(Beginning of Exercise inputs)

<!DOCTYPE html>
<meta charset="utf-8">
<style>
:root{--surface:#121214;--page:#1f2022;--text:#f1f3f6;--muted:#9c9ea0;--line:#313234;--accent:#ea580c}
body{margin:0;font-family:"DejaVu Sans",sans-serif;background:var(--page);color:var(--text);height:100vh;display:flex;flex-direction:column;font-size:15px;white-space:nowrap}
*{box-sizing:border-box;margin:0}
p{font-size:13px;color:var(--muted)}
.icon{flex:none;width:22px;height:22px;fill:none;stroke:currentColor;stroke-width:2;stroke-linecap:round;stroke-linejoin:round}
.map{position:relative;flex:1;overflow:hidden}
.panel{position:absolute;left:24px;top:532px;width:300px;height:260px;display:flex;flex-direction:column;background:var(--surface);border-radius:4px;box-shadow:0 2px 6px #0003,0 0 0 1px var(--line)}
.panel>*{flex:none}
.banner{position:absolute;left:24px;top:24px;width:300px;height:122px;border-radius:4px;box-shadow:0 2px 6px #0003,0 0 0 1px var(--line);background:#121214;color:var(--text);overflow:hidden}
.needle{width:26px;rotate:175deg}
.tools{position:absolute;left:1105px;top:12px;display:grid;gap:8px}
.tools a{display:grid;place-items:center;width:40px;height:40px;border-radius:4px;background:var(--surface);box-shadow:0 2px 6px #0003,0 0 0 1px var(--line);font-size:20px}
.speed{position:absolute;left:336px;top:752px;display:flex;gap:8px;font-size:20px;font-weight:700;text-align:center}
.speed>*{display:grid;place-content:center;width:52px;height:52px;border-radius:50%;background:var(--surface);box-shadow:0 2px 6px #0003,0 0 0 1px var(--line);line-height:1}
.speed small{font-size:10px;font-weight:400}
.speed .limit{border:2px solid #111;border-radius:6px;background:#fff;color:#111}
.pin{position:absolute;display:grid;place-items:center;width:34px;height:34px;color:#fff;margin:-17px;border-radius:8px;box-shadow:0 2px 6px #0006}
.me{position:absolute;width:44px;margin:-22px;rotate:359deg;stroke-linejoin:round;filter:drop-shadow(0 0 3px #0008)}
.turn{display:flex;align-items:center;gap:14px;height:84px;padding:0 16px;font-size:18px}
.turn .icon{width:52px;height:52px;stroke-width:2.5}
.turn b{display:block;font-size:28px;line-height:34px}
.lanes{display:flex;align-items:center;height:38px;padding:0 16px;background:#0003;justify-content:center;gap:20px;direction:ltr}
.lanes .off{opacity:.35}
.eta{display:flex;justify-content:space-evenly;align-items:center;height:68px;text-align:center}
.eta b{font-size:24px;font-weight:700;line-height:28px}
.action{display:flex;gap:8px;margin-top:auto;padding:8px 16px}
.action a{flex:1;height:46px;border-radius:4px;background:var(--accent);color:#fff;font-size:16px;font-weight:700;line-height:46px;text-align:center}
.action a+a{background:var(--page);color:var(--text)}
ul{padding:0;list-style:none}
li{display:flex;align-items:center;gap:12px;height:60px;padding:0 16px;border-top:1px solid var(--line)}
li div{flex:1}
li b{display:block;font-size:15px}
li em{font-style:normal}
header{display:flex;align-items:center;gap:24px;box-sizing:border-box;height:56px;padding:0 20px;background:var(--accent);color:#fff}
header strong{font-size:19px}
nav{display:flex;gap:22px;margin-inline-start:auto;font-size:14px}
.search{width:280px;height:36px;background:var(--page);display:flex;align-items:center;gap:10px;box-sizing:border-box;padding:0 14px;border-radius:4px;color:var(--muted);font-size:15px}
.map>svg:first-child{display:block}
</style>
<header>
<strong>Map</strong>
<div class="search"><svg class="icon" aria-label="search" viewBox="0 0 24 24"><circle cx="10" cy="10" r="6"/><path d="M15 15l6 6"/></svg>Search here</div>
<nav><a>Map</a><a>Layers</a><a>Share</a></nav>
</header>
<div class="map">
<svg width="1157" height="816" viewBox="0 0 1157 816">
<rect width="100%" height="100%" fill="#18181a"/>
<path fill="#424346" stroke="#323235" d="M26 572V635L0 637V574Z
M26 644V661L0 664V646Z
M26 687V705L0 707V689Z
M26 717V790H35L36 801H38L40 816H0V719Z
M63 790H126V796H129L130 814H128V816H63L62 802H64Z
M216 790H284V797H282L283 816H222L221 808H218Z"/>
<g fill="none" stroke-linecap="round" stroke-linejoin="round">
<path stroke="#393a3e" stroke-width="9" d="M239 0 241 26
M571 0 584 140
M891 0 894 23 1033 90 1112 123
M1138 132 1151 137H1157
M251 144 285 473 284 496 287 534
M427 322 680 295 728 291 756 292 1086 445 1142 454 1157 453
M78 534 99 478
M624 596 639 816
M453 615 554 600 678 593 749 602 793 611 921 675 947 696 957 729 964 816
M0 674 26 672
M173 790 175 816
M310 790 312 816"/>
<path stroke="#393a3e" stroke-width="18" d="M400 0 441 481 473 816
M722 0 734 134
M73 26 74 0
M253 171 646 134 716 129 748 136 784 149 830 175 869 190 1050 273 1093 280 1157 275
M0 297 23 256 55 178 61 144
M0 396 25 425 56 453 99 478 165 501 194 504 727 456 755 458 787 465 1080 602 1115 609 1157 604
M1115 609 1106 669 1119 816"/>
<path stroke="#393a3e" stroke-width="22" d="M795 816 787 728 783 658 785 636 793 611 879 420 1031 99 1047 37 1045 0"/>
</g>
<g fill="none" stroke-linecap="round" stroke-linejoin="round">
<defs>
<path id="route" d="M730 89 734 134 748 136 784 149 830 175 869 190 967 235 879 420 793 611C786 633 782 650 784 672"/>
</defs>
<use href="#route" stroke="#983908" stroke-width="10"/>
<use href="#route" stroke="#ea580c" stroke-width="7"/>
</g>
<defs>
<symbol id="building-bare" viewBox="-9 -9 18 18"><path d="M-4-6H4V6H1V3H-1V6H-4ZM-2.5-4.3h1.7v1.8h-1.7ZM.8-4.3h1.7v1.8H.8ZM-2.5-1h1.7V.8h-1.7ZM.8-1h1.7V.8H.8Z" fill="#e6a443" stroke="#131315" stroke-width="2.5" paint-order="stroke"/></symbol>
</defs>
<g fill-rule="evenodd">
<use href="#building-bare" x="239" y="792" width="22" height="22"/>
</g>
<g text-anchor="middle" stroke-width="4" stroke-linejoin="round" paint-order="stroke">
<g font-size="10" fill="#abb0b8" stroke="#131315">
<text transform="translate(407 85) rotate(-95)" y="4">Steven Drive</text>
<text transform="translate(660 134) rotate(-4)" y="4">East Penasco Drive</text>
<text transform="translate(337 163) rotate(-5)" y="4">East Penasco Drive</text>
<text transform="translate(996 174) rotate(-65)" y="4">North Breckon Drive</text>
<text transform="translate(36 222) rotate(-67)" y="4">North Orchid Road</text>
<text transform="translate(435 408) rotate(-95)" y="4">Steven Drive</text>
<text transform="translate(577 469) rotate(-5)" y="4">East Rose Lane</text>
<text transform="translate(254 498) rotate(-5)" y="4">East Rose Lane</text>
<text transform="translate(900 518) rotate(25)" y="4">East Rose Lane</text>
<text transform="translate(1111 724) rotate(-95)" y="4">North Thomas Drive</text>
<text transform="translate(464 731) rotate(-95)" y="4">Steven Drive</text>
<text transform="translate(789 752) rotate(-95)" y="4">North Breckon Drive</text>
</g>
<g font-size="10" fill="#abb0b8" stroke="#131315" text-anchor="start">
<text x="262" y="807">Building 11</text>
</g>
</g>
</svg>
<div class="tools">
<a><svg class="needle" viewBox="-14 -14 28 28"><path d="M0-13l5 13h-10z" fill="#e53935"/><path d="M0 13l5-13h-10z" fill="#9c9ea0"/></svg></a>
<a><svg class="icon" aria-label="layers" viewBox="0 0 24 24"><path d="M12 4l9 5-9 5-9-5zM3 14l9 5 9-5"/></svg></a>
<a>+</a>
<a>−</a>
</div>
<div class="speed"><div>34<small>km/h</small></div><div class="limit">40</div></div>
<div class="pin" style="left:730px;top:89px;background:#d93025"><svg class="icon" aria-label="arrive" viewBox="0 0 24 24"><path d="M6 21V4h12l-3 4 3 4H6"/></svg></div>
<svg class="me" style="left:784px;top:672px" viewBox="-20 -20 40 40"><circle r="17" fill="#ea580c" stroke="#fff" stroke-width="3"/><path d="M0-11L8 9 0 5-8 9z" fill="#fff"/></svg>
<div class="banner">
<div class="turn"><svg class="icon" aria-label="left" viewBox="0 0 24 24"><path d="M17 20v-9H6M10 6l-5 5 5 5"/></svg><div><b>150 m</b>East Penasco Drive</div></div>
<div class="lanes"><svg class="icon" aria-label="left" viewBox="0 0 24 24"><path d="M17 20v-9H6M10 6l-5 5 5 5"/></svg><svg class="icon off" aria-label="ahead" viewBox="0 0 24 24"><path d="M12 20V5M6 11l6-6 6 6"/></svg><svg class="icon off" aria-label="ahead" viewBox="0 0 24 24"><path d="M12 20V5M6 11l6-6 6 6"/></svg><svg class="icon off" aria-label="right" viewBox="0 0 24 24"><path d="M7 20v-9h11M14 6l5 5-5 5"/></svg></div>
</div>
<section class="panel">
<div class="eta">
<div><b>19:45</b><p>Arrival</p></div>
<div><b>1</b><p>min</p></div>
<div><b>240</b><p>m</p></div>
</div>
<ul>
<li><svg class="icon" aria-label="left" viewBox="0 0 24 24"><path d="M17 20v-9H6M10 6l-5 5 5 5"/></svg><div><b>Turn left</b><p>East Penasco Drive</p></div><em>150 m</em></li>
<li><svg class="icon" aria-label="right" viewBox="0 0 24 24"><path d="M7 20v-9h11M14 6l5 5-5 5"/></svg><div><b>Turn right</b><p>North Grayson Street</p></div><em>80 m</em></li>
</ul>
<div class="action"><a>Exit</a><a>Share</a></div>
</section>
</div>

(End of Exercise inputs)

▶ **Task brief**
Scan the records above, then copy out each line that mentions "small".

▶ **Answer section**
.speed small{font-size:10px;font-weight:400}
<div class="speed"><div>34<small>km/h</small></div><div class="limit">40</div></div>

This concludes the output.